(TASK DATA begins)

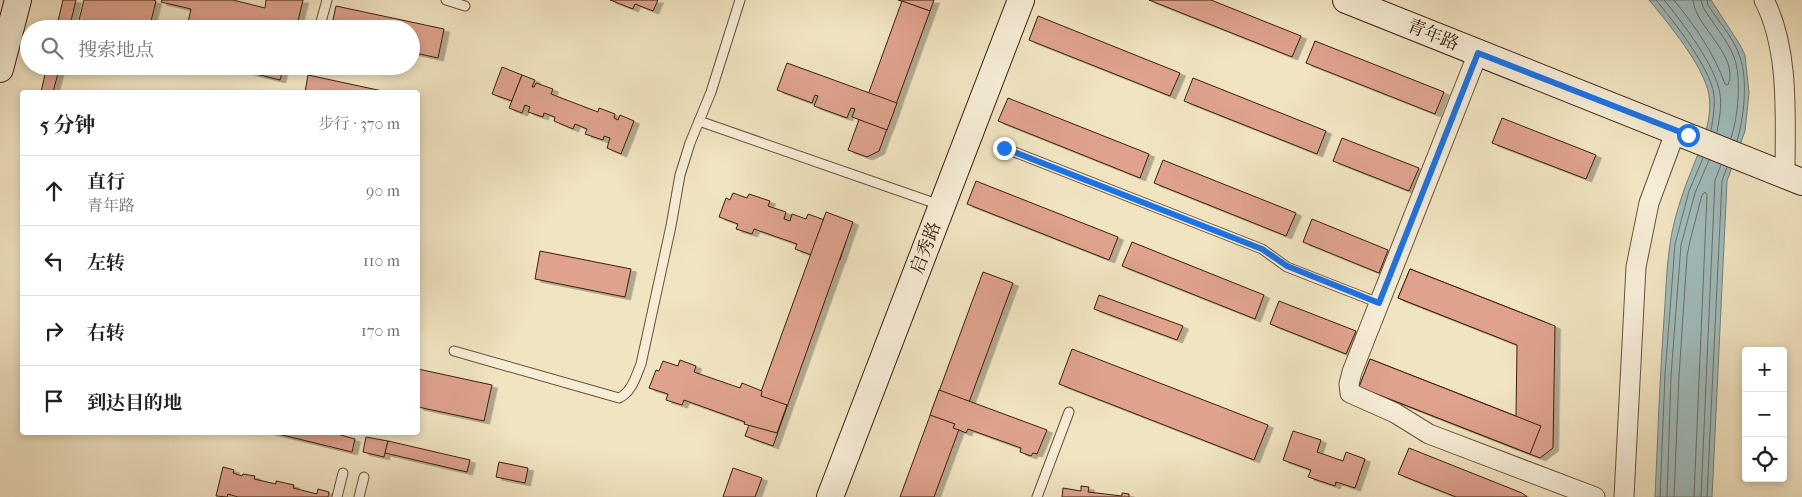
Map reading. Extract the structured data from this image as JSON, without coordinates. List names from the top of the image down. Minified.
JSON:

(TASK DATA ends)
(TASK DATA begins)

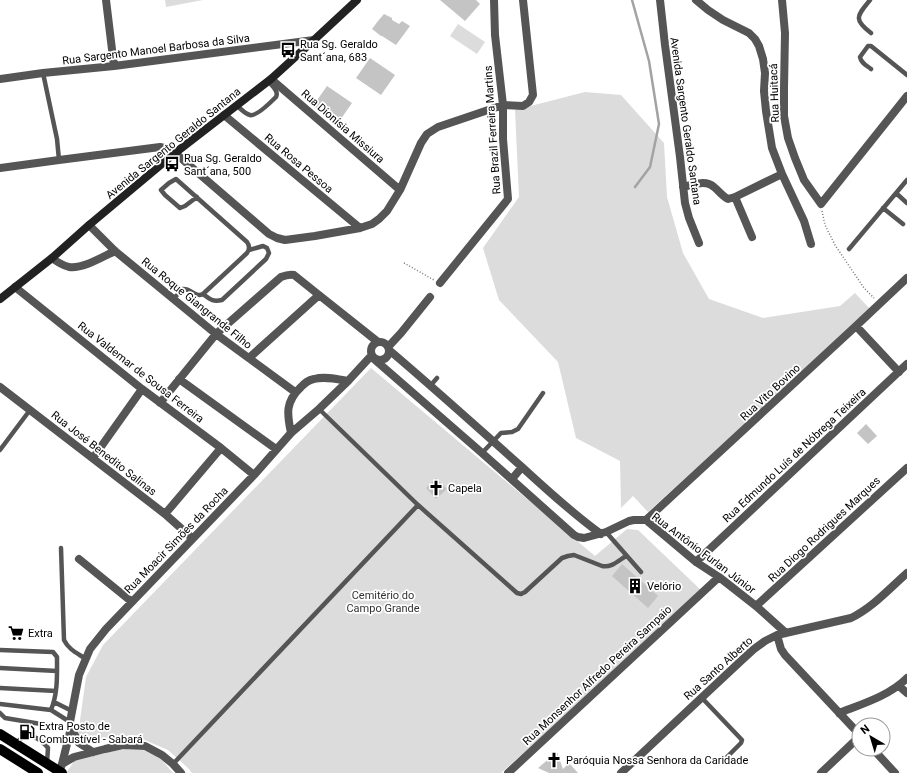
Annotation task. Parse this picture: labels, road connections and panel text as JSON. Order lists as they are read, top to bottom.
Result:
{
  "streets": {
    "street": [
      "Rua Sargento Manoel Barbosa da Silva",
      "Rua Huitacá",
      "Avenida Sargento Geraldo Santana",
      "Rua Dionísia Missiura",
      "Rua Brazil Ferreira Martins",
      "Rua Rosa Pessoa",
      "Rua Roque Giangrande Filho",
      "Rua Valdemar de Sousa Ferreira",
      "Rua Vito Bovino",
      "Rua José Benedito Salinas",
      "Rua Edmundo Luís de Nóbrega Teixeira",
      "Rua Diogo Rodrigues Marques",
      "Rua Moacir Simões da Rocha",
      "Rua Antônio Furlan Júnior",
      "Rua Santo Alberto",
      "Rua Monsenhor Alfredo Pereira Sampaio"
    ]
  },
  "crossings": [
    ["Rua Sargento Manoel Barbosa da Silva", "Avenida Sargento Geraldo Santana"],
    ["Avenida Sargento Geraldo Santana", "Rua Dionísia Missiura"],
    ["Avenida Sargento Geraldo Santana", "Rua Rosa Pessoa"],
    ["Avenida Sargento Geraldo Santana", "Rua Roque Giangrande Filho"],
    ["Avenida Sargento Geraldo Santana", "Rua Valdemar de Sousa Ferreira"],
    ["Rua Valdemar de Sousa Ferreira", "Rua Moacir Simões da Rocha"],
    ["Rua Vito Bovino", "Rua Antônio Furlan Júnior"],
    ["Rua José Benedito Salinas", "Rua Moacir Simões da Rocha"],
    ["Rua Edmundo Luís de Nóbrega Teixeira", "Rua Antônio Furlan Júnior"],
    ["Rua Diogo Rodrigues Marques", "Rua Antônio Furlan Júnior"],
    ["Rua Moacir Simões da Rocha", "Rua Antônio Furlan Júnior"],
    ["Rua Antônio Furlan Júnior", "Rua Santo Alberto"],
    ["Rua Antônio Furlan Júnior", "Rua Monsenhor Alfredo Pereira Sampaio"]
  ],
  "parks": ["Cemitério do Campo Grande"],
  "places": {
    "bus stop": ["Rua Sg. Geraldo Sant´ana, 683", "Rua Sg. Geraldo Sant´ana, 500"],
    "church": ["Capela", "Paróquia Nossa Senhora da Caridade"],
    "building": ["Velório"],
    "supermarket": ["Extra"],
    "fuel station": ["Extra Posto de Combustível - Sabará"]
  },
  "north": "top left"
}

(TASK DATA ends)

## AIM OF THE TASK
Would you filter the records and copy each line that contains the word "this"?

## EXERCISE SOLUTION
Map reading. Extract the structured data from this image as JSON, without coordinates. List names from the top of the image down. Minified.
Annotation task. Parse this picture: labels, road connections and panel text as JSON. Order lists as they are read, top to bottom.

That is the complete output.